(Saved data entries)
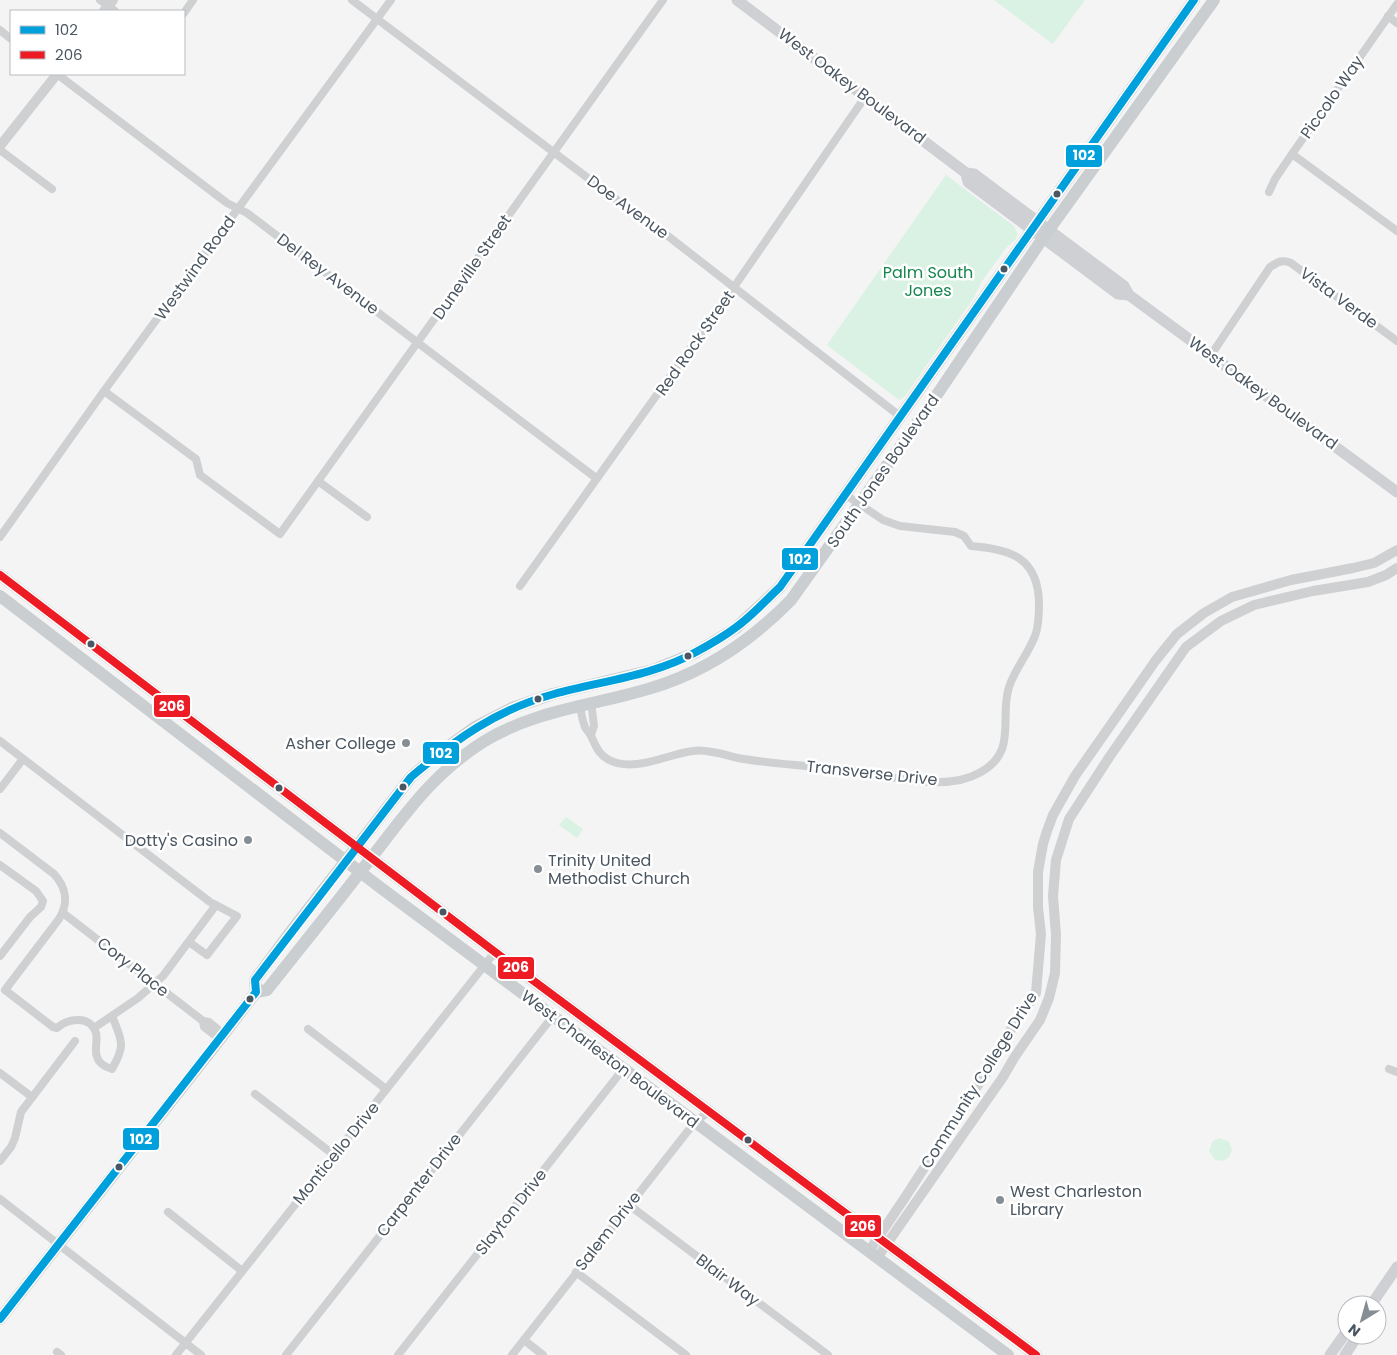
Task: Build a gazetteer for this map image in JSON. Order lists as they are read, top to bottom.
{
  "streets": {
    "main road": ["West Oakey Boulevard", "South Jones Boulevard", "West Charleston Boulevard"],
    "street": [
      "Piccolo Way",
      "Doe Avenue",
      "Duneville Street",
      "Westwind Road",
      "Del Rey Avenue",
      "Vista Verde",
      "Red Rock Street",
      "Transverse Drive",
      "Cory Place",
      "Community College Drive",
      "Monticello Drive",
      "Carpenter Drive",
      "Slayton Drive",
      "Salem Drive",
      "Blair Way"
    ]
  },
  "crossings": [
    ["West Oakey Boulevard", "Vista Verde"],
    ["West Oakey Boulevard", "Red Rock Street"],
    ["West Oakey Boulevard", "South Jones Boulevard"],
    ["Doe Avenue", "Duneville Street"],
    ["Doe Avenue", "Westwind Road"],
    ["Doe Avenue", "Red Rock Street"],
    ["Doe Avenue", "South Jones Boulevard"],
    ["Duneville Street", "Westwind Road"],
    ["Duneville Street", "Del Rey Avenue"],
    ["Westwind Road", "Del Rey Avenue"],
    ["Del Rey Avenue", "Red Rock Street"],
    ["South Jones Boulevard", "Transverse Drive"],
    ["South Jones Boulevard", "Cory Place"],
    ["South Jones Boulevard", "West Charleston Boulevard"],
    ["West Charleston Boulevard", "Community College Drive"],
    ["West Charleston Boulevard", "Monticello Drive"],
    ["West Charleston Boulevard", "Carpenter Drive"],
    ["West Charleston Boulevard", "Slayton Drive"],
    ["West Charleston Boulevard", "Salem Drive"],
    ["Salem Drive", "Blair Way"]
  ],
  "parks": ["Palm South Jones"],
  "places": [
    "Asher College",
    "Dotty's Casino",
    "Trinity United Methodist Church",
    "West Charleston Library"
  ],
  "lines": ["transit line 102", "transit line 206"],
  "legend": ["102", "206"],
  "north": "bottom left"
}
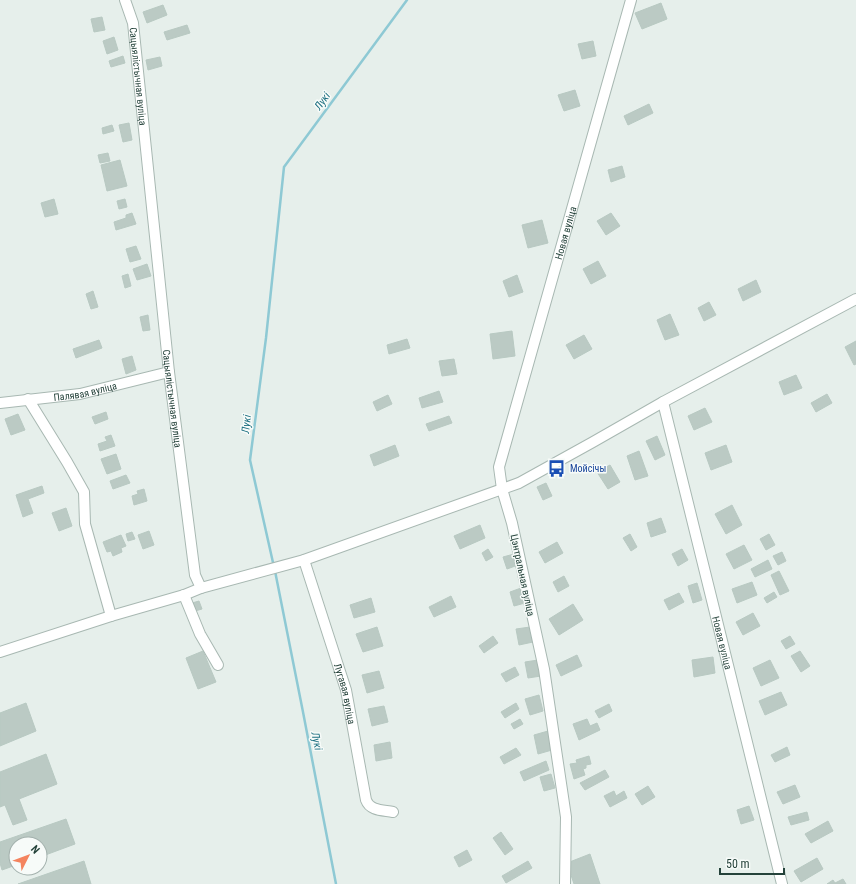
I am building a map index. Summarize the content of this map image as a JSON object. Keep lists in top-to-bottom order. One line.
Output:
{"streets":{"street":["Сацыялістычная вуліца","Новая вуліца","Палявая вуліца","Цэнтральная вуліца","Лугавая вуліца"]},"crossings":[["Сацыялістычная вуліца","Палявая вуліца"],["Новая вуліца","Цэнтральная вуліца"]],"water":["Лукі"],"places":{"bus stop":["Мойсічы"]},"scale_bar":"50 m","north":"top right"}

▶ _Work instruction_: Copy every line from the records above that contains the word "College".

▶ _Solution for this problem_:
      "Community College Drive",
    ["West Charleston Boulevard", "Community College Drive"],
    "Asher College",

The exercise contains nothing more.